Resampling Residuals: Robust Estimators of Error and Fit for Evolutionary Trees and Phylogenomics

Phylogenomics, even more so than traditional phylogenetics, needs to represent the uncertainty in evolutionary trees due to systematic error. Here we illustrate the analysis of genome-scale alignments of yeast, using robust measures of the additivity of the fit of distances to tree when using flexi Weighted Least Squares. A variety of DNA and protein distances are used. We explore the nature of the residuals, standardize them, and then create replicate data sets by resampling these residuals. Under the model, the results are shown to be very similar to the conventional sequence bootstrap. With real data they show up uncertainty in the tree that is either due to underestimating the stochastic error (hence massively overestimating the effective sequence length) and/or systematic error. The methods are extended to the very fast BME criterion with similarly promising results.

💡 Research Summary

The paper introduces a robust statistical framework for assessing the fit of distance‑based phylogenetic trees and for quantifying uncertainty in large‑scale phylogenomics. Central to the approach is “flexi Weighted Least Squares” (flexi‑WLS), a variant of weighted least‑squares that assigns a dynamic weight to each pairwise distance based on an estimate of its variance. This mitigates the classic problem of heteroscedasticity in distance data, allowing distances derived from different substitution models (e.g., Jukes‑Cantor, Kimura 2‑parameter, Dayhoff) to be combined without bias.
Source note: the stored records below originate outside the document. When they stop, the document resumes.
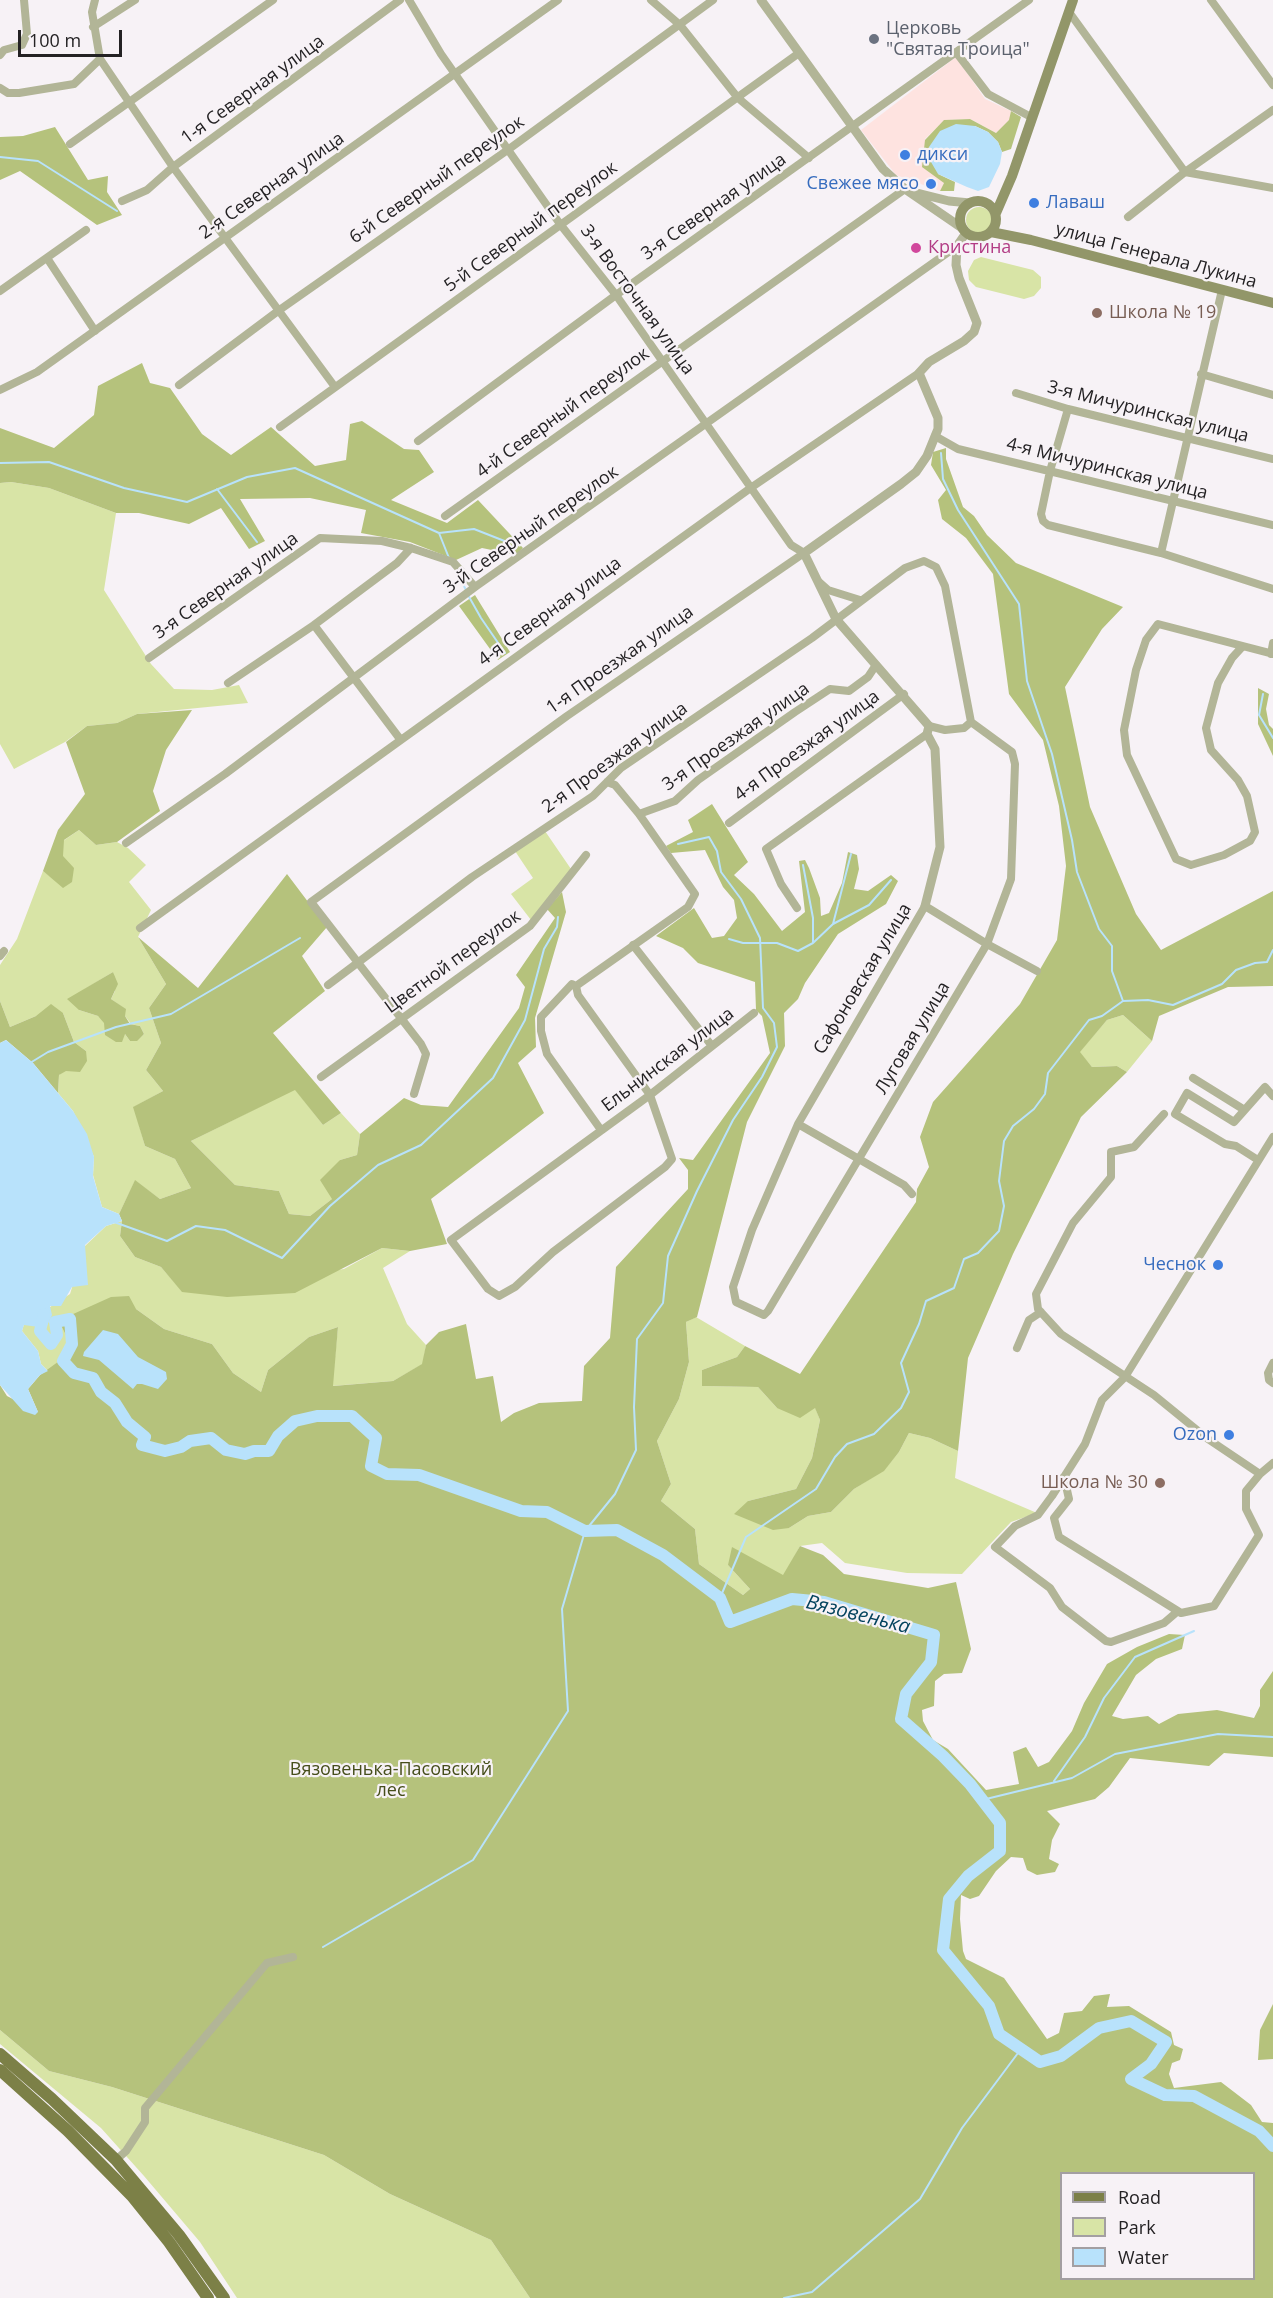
<!DOCTYPE html>
<meta charset="utf-8">
<style>
body{margin:0}
#map{position:relative;width:1273px;height:2298px;overflow:hidden;background:#f7f2f6;font-family:"Open Sans",sans-serif}
canvas{display:block}
.legend{position:absolute;left:1060px;top:2172px;width:195px;height:108px;box-sizing:border-box;background:#f7f2f6;border:2px solid #a39fa2;margin:0;padding:8px 10px;list-style:none;font-size:18px;color:#242224}
.legend li{display:flex;align-items:center;gap:12px;height:30px}
.legend b{width:30px;border:2px solid #a39fa2}
.scale{position:absolute;left:18px;top:30px;width:104px;height:27px;box-sizing:border-box;border:3px solid #242224;border-top:0;padding-left:8px;font-size:18px;line-height:21px;white-space:nowrap;color:#242224;-webkit-text-stroke:4px #f7f2f6;paint-order:stroke}
</style>
<div id="map">
<canvas width="1273" height="2298"></canvas>
<ul class="legend">
<li><b style="height:8px;background:#7c8047"></b>Road</li>
<li><b style="height:16px;background:#d8e4a6"></b>Park</li>
<li><b style="height:16px;background:#b8e2fb"></b>Water</li>
</ul>
<div class="scale">100 m</div>
</div>
<script>
const c = document.querySelector('canvas').getContext('2d');
c.lineJoin = 'round';
function paint(path, color) { c.fillStyle = color; c.fill(path, 'evenodd'); }
const shape = rows => new Path2D(rows.map(r => 'M' + r).join(''));
function strokePath(path, color, width, dash) { c.strokeStyle = color; c.lineWidth = width; c.lineCap = dash ? 'butt' : 'round'; c.setLineDash(dash || []); c.stroke(path); }
function drawText(font, color, halo, rows, align = 'center') {
  c.font = font + ' "Open Sans",sans-serif'; c.lineWidth = 4.5; c.setLineDash([]); c.textBaseline = 'middle'; c.strokeStyle = halo; c.fillStyle = color; for (const [text, x, y, turn = 0] of rows) {
    c.save(); c.translate(x, y); c.rotate((+turn || 0) * Math.PI / 180); c.textAlign = isNaN(turn) ? turn : align; if (halo) c.strokeText(text, 0, 0); c.fillText(text, 0, 0); c.restore();
  }
}
paint(shape([
 [956,57,985,99,1011,111,1010,120,996,133,970,119,945,120,925,139,944,183,940,191,896,175,861,130]
]), '#fee3e0');
paint(shape([
 '966 220a13 13 0 1 1 26 0a13 13 0 1 1-26 0Z',
 [981,257,1033,270,1041,277,1041,288,1034,296,1024,299,976,287,969,280,968,271,974,260],
 [11,482,49,488,116,513,104,590,151,664,174,689,212,690,239,685,248,703,137,714,117,723,87,726,65,742,14,769,0,744,0,483],
 [79,830,96,845,117,842,128,848,146,865,129,882,151,910,138,937,166,984,149,1008,161,1043,146,1070,163,1091,134,1107,145,1146,175,1159,191,1188,160,1199,135,1181,119,1214,102,1207,93,1175,94,1157,73,1111,58,1093,59,1075,86,1051,74,1042,63,1013,36,1016,10,1027,0,1001,0,965,17,939,43,871,51,877,63,856,63,841],
 [113,972,115,991,111,999,125,1009,125,1016,131,1024,140,1026,144,1034,136,1041,130,1041,125,1034,98,1016,79,1010,85,989],
 [545,831,571,869,531,920,511,894,533,878,515,851],
 [1123,1015,1152,1041,1127,1072,1117,1066,1092,1067,1079,1052,1107,1020],
 [295,1089,323,1125,341,1113,360,1134,357,1155,340,1160,332,1199,310,1216,289,1214,279,1191,235,1185,191,1141],
 [122,1221,120,1236,135,1257,161,1267,183,1292,344,1269,382,1248,410,1251,383,1268,407,1324,426,1345,423,1364,393,1381,332,1386,338,1327,309,1337,268,1370,261,1392,233,1373,212,1344,164,1329,136,1309,96,1304,67,1337,66,1356,48,1371,41,1364,38,1351,22,1331,24,1324,70,1294,85,1246,106,1226],
 [696,1317,745,1346,737,1357,702,1370,702,1386,758,1387,777,1408,815,1407,820,1420,812,1458,796,1489,748,1501,789,1528,808,1516,831,1512,854,1489,884,1470,899,1452,909,1433,930,1438,958,1451,955,1478,1037,1513,1011,1522,962,1574,907,1573,845,1563,822,1543,800,1546,784,1576,728,1565,750,1589,743,1595,699,1564,695,1529,661,1501,671,1484,657,1441,679,1399,689,1362,686,1322],
 [0,2030,49,2071,112,2087,324,2155,390,2194,491,2240,530,2298,237,2298,200,2242,144,2176,101,2128,0,2044]
]), '#d8e4a6');
paint(shape([
 [1011,111,1021,117,1011,149,1002,152,998,142,988,132,975,126,938,174,955,182,954,191,940,191,944,183,922,167,925,140,944,120,970,119,996,133,1009,120],
 [55,127,88,180,108,176,107,192,122,215,97,225,20,171,0,180,0,137,23,136],
 [142,363,150,383,170,388,202,434,231,455,271,427,315,466,346,460,350,424,362,421,404,449,419,450,434,472,391,500,447,523,478,500,523,548,516,555,482,548,456,560,410,542,361,533,366,510,310,498,240,499,265,541,249,549,221,508,189,524,139,513,116,513,49,488,11,482,0,483,0,428,54,448,94,415,98,386],
 [946,448,946,459,963,507,974,516,987,535,1016,563,1123,607,1102,629,1065,687,1090,807,1136,914,1161,950,1273,891,1273,986,1228,987,1159,1016,1152,1041,1123,1015,1107,1020,1080,1052,1092,1067,1117,1066,1127,1072,1081,1117,1013,1254,968,1358,958,1451,930,1438,909,1433,899,1452,884,1471,854,1489,831,1512,808,1516,789,1528,773,1530,734,1514,748,1501,796,1489,812,1458,820,1420,815,1408,800,1418,777,1408,758,1387,702,1386,702,1370,737,1357,745,1346,800,1374,916,1202,917,1189,929,1167,920,1137,933,1102,1020,1004,1057,940,1066,866,1059,806,1043,740,1009,694,993,574,966,538,942,519,938,500,946,490,931,465,933,452],
 [475,595,510,652,498,660,459,606],
 [1258,688,1269,694,1266,709,1269,725,1273,729,1273,756,1258,724],
 [192,710,166,750,153,791,160,811,117,842,96,845,79,830,64,840,63,856,74,868,72,882,63,888,43,871,58,830,85,794,66,742,87,726,117,723,137,714],
 [712,804,748,862,734,875,754,894,782,931,805,912,799,861,805,860,809,868,820,898,821,916,829,913,842,883,848,852,857,855,859,869,854,889,868,891,891,875,898,881,886,904,838,934,805,983,798,999,784,1013,785,1046,747,1122,697,1317,686,1322,689,1362,679,1399,657,1441,671,1484,661,1501,695,1529,699,1564,743,1595,750,1589,728,1565,732,1547,783,1575,800,1546,823,1555,844,1574,928,1588,956,1582,971,1649,962,1673,944,1674,935,1681,934,1706,922,1710,923,1721,933,1740,948,1749,986,1790,1019,1784,1013,1752,1026,1747,1038,1767,1049,1762,1072,1731,1084,1703,1107,1664,1137,1647,1169,1634,1185,1635,1182,1649,1156,1659,1136,1675,1112,1716,1123,1719,1148,1716,1159,1724,1178,1714,1217,1710,1254,1718,1260,1706,1260,1690,1273,1671,1273,1757,1224,1753,1209,1766,1130,1758,1109,1787,1095,1799,1047,1811,1060,1824,1052,1840,1049,1859,1059,1864,1055,1872,1037,1875,1027,1870,1023,1858,1011,1857,996,1871,979,1896,970,1899,961,1895,960,1919,963,1951,966,1959,1004,1978,1047,2039,1059,2033,1064,2013,1082,2011,1094,1996,1110,1994,1107,2007,1129,2006,1171,2032,1174,2045,1183,2049,1180,2060,1172,2063,1169,2074,1174,2088,1221,2082,1251,2105,1262,2122,1273,2123,1273,2298,530,2298,491,2240,390,2194,324,2155,112,2087,49,2071,0,2030,0,1385,7,1396,38,1412,28,1389,40,1375,66,1356,67,1337,61,1325,71,1315,111,1297,129,1296,136,1309,164,1329,212,1344,233,1373,261,1392,268,1370,309,1337,338,1327,333,1386,393,1381,422,1364,426,1345,439,1332,466,1324,476,1379,493,1376,501,1422,514,1413,539,1403,582,1401,584,1366,610,1338,616,1267,688,1189,688,1170,679,1158,693,1160,770,1053,762,1016,756,1010,755,982,698,963,683,948,656,936,694,908,712,938,724,936,737,918,734,900,723,887,705,850,671,853,666,846,693,832,688,820],
 [1062,2174,1254,2174,1254,2278,1062,2278],
 [287,874,327,927,302,956,325,991,273,1033,341,1113,323,1125,295,1090,191,1141,235,1185,279,1191,289,1214,310,1216,332,1199,320,1180,340,1160,357,1155,360,1134,404,1098,421,1105,448,1107,519,1008,525,987,516,975,555,918,547,909,562,892,566,912,535,1018,536,1047,518,1063,544,1113,431,1199,447,1244,410,1251,382,1248,295,1293,227,1297,182,1292,161,1267,135,1257,120,1236,122,1221,119,1214,135,1180,160,1199,191,1188,175,1159,145,1146,133,1107,163,1091,146,1070,161,1043,149,1008,166,984,138,937,198,988],
 [113,972,118,984,111,999,126,1009,125,1016,130,1024,140,1026,144,1034,137,1041,130,1041,125,1034,122,1042,116,1042,105,1035,104,1023,98,1016,79,1010,67,999],
 [0,1001,10,1027,36,1016,51,1004,63,1013,74,1042,86,1051,87,1061,80,1072,66,1071,59,1075,58,1093,33,1063,6,1040,0,1043],
 [1273,2004,1273,2059,1258,2060,1260,2030]
]), '#b5c27c');
paint(shape([
 [956,124,975,126,988,132,998,142,1002,152,1000,164,989,187,978,191,967,187,938,174,931,162,929,147,940,131],
 [6,1040,33,1063,73,1111,87,1134,94,1157,93,1176,102,1207,119,1214,122,1221,106,1226,85,1245,88,1285,72,1287,61,1306,50,1306,52,1315,46,1328,24,1325,22,1331,38,1351,41,1364,48,1371,40,1375,28,1389,38,1412,35,1415,23,1411,0,1385,0,1043],
 [103,1330,118,1334,138,1357,166,1372,167,1379,158,1389,142,1384,137,1384,133,1389,99,1360,83,1356,84,1352]
]), '#b8e2fb');
strokePath(shape([
 [0,157,38,161,117,211],
 [941,453,943,479,958,510,1019,604,1027,681,1052,754,1072,840,1077,872,1099,929,1112,946,1112,971,1123,1001],
 [0,463,49,462,124,488,187,502,247,477,295,468,439,533,474,529,507,542],
 [217,489,257,542],
 [439,533,449,558],
 [456,571,466,590],
 [468,595,481,618,505,653],
 [1263,694,1259,715,1273,738],
 [833,924,851,854],
 [729,939,743,943,777,943,798,951,813,943,813,918,803,865],
 [813,943,833,924,869,905,891,880],
 [30,1063,48,1052,116,1027,171,1014,300,938],
 [114,1222,167,1241,196,1226,225,1230,282,1258,330,1206,378,1165,421,1145,493,1078,525,1020,544,949,557,927,558,917],
 [720,1598,746,1537,816,1489,835,1457,847,1444,874,1434,901,1408,909,1392,901,1363,919,1324,926,1301,954,1288,964,1259,978,1253,999,1231,1004,1206,999,1181,1004,1141,1013,1126,1034,1109,1045,1094,1048,1073,1089,1020,1102,1016,1123,1001,1148,1000,1173,1005,1222,984,1236,970,1255,963,1267,962,1273,950],
 [1054,1781,1085,1737,1104,1698,1135,1657,1194,1631],
 [982,1800,1072,1778,1115,1754,1218,1734,1273,1737],
 [323,1947,473,1860,568,1711,562,1609,585,1531,615,1494,636,1450,634,1407,637,1339,663,1303,668,1256,697,1191,733,1120,762,1077,777,1047,774,1023,763,1008,760,938,741,899,721,872,717,851,709,837,678,844],
 [784,2298,812,2292,920,2199,962,2128,1021,2049]
]), '#b8e2fb', 2);
strokePath(shape([
 [44,1314,40,1331,51,1344,57,1335,55,1322,70,1319,72,1344,63,1361,74,1373,93,1378,101,1392,115,1403,127,1422,145,1437,142,1445,165,1451,181,1447,190,1441,211,1438,226,1450,245,1454,254,1451,269,1451,278,1436,295,1421,317,1416,352,1416,376,1438,371,1466,387,1474,419,1475,521,1511,547,1512,585,1531,617,1530,663,1555,720,1598,730,1622,792,1599,824,1602,934,1635,931,1662,906,1694,901,1719,943,1756,970,1784,1000,1823,1000,1851,968,1876,949,1899,943,1950,989,2006,999,2034,1040,2062,1061,2056,1099,2028,1131,2021,1166,2042,1151,2064,1131,2079,1165,2095,1194,2096,1259,2131,1273,2146]
]), '#b8e2fb', 12);
strokePath(shape([
 [95,0,92,12,100,59,173,167,335,387],
 [409,0,441,54,560,224,616,295,791,545,804,553,567,716,311,902,421,1044,426,1054,414,1094],
 [651,0,680,25,738,98,809,158],
 [1211,0,1273,85],
 [1069,12,1185,172,1273,188],
 [93,27,135,0],
 [956,52,988,94,1031,117],
 [0,55,4,50,22,45,27,34,24,0],
 [0,88,8,93,19,93,74,84,100,59],
 [70,144,273,0],
 [122,201,147,190,173,167,400,0],
 [1128,217,1185,172,1273,110],
 [47,258,95,331],
 [0,291,86,230],
 [1201,374,1273,395],
 [179,385,278,311,509,149,713,0],
 [0,390,37,372,558,0],
 [1016,393,1068,409,1273,459],
 [1068,409,1050,471,1041,514,1043,521,1048,525,1161,553,1273,589],
 [280,427,799,53],
 [935,436,958,449,1273,525],
 [418,441,616,295,1029,0],
 [445,516,905,189],
 [1161,553,1222,290],
 [819,582,828,590,860,600],
 [314,625,400,739],
 [1242,647,1232,658,1218,683,1206,728,1211,750,1238,780,1247,796,1255,832,1250,841,1224,855,1191,865,1176,859,1127,755,1124,730,1136,670,1146,640,1158,624,1273,654],
 [1271,654,1273,643],
 [149,658,320,538,382,541,411,548,453,562,475,587],
 [228,683,314,625,397,563,411,548],
 [929,726,945,730,964,728,971,722],
 [639,814,675,801,698,780,795,712,830,689,849,691,868,677,876,665],
 [729,823,904,694],
 [126,843,225,774,475,587,957,246],
 [797,908,781,884,766,849,927,734],
 [140,928,752,487,919,373],
 [633,945,712,1046],
 [0,956,4,951],
 [328,985,472,877,593,796,621,768,812,638,905,568,924,561,936,567,945,586,971,722,1012,752,1015,764,1011,879,987,944,768,1311,764,1315,736,1302,733,1287,752,1230,798,1124,925,906,987,944,1037,971],
 [576,986,578,995,650,1095,672,1159,665,1167,553,1252,515,1287,499,1296,488,1289,451,1240,650,1095,754,1013],
 [576,986,688,907,695,894,639,814,615,785,607,782],
 [576,986,572,984,541,1017,541,1031,547,1054,601,1130],
 [321,1077,530,926,586,855],
 [1193,1078,1243,1109],
 [1164,1114,1134,1147,1111,1152,1111,1177,1073,1223,1036,1294,1038,1309,1061,1334,1154,1395,1208,1439,1260,1474,1273,1463],
 [798,1124,904,1185,912,1194],
 [1258,1160,1236,1146,1225,1144,1175,1114,1187,1093,1234,1122,1265,1087,1273,1096],
 [1017,1348,1029,1320,1041,1312],
 [1273,1363,1268,1373,1269,1380,1273,1383],
 [1064,1477,1069,1499,1054,1518,1059,1537,1181,1613,1214,1606,1259,1535,1246,1509,1246,1491,1260,1474],
 [1178,1611,1164,1623,1111,1642,1106,1641,1062,1607,1050,1588,995,1547,1015,1526,1038,1515,1052,1496,1085,1444,1102,1400,1125,1377,1273,1137],
 [116,2160,126,2151,145,2122,145,2108,267,1963,293,1957]
]), '#b2b597', 8);
strokePath(shape([
 [761,0,883,169,905,189,962,228],
 [913,192,949,201,970,203],
 [925,906,940,847,935,749,927,734,929,726,836,619,804,553,901,484,916,472,927,456,938,429,938,418,919,373,929,362,964,341,974,332,977,323,959,278,956,265,957,246,966,233]
]), '#b2b597', 9);
strokePath(shape([
 '960 219a18 18 0 1 1 36 0a18 18 0 1 1-36 0Z',
 [996,213,1012,176,1073,0],
 [991,232,1031,240,1273,303]
]), '#929669', 10);
strokePath(shape([
 [0,2054,52,2099,116,2160,179,2235,224,2298],
 [0,2070,68,2131,132,2196,169,2242,208,2298]
]), '#7c8047', 12);
for (const [x, y, r, color] of [
 [874,39,6,"#6b7280"],
 [905,155,6,"#3f7fe0"],
 [931,184,6,"#3f7fe0"],
 [1034,203,6,"#3f7fe0"],
 [916,248,6,"#d1479c"],
 [1097,313,6,"#8d6e63"],
 [1218,1265,6,"#3f7fe0"],
 [1229,1435,6,"#3f7fe0"],
 [1160,1483,6,"#8d6e63"]
]) { const dot = new Path2D(); dot.arc(x, y, r, 0, 2 * Math.PI); c.fillStyle = color; c.fill(dot); strokePath(dot, '#f7f2f6', 2); }
drawText('18px', '#5b616d', '#f7f2f6', [
 ["Церковь",886,29],
 ["\"Святая Троица\"",886,50]
], 'left');
drawText('18px', '#242224', '#f7f2f6', [
 ["1-я Северная улица",253,90,-36],
 ["6-й Северный переулок",437,180,-35],
 ["2-я Северная улица",272,186,-35],
 ["3-я Северная улица",714,207,-35],
 ["5-й Северный переулок",531,227,-36],
 ["улица Генерала Лукина",1156,256,15],
 ["3-я Восточная улица",637,300,54],
 ["3-я Мичуринская улица",1148,412,14],
 ["4-й Северный переулок",563,413,-36],
 ["4-я Мичуринская улица",1107,469,14],
 ["3-й Северный переулок",531,530,-35],
 ["3-я Северная улица",226,586,-35],
 ["4-я Северная улица",550,612,-36],
 ["1-я Проезжая улица",620,660,-35],
 ["3-я Проезжая улица",736,737,-35],
 ["4-я Проезжая улица",807,746,-36],
 ["2-я Проезжая улица",615,758,-36],
 ["Цветной переулок",453,962,-36],
 ["Сафоновская улица",863,979,-59],
 ["Луговая улица",913,1038,-59],
 ["Ельнинская улица",668,1060,-37]
]);
drawText('18px', '#366cbe', '#f7f2f6', [
 ["дикси",917,155,"left"],
 ["Свежее мясо",919,184],
 ["Лаваш",1046,203,"left"],
 ["Чеснок",1206,1265],
 ["Ozon",1217,1435]
], 'right');
drawText('18px', '#b23c85', '#f7f2f6', [
 ["Кристина",928,248]
], 'left');
drawText('18px', '#785e54', '#f7f2f6', [
 ["Школа № 19",1109,313],
 ["Школа № 30",1148,1483,"right"]
], 'left');
drawText('18px', '#464e1b', '#f7f2f6', [
 ["Вязовенька-Пасовский",391,1770],
 ["лес",391,1791]
]);
drawText('italic 20px', '#04435e', '#f7f2f6', [
 ["Вязовенька",858,1615,14]
]);
</script>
Fit is measured by the additivity residual, the difference between observed and tree‑predicted distances, which is then standardized by the expected standard error of each distance. The standardized residuals provide a scale‑free diagnostic of how well the chosen model explains each entry of the distance matrix.

The novel contribution is “residual resampling”: the standardized residuals are randomly permuted and added back to the tree‑predicted distances to generate a synthetic distance matrix. Flexi‑WLS is re‑applied to each synthetic matrix, producing a replicate tree. Repeating this process thousands of times yields a distribution of topologies and branch lengths analogous to a conventional sequence bootstrap, but derived entirely from the residual structure rather than from resampling the original alignment.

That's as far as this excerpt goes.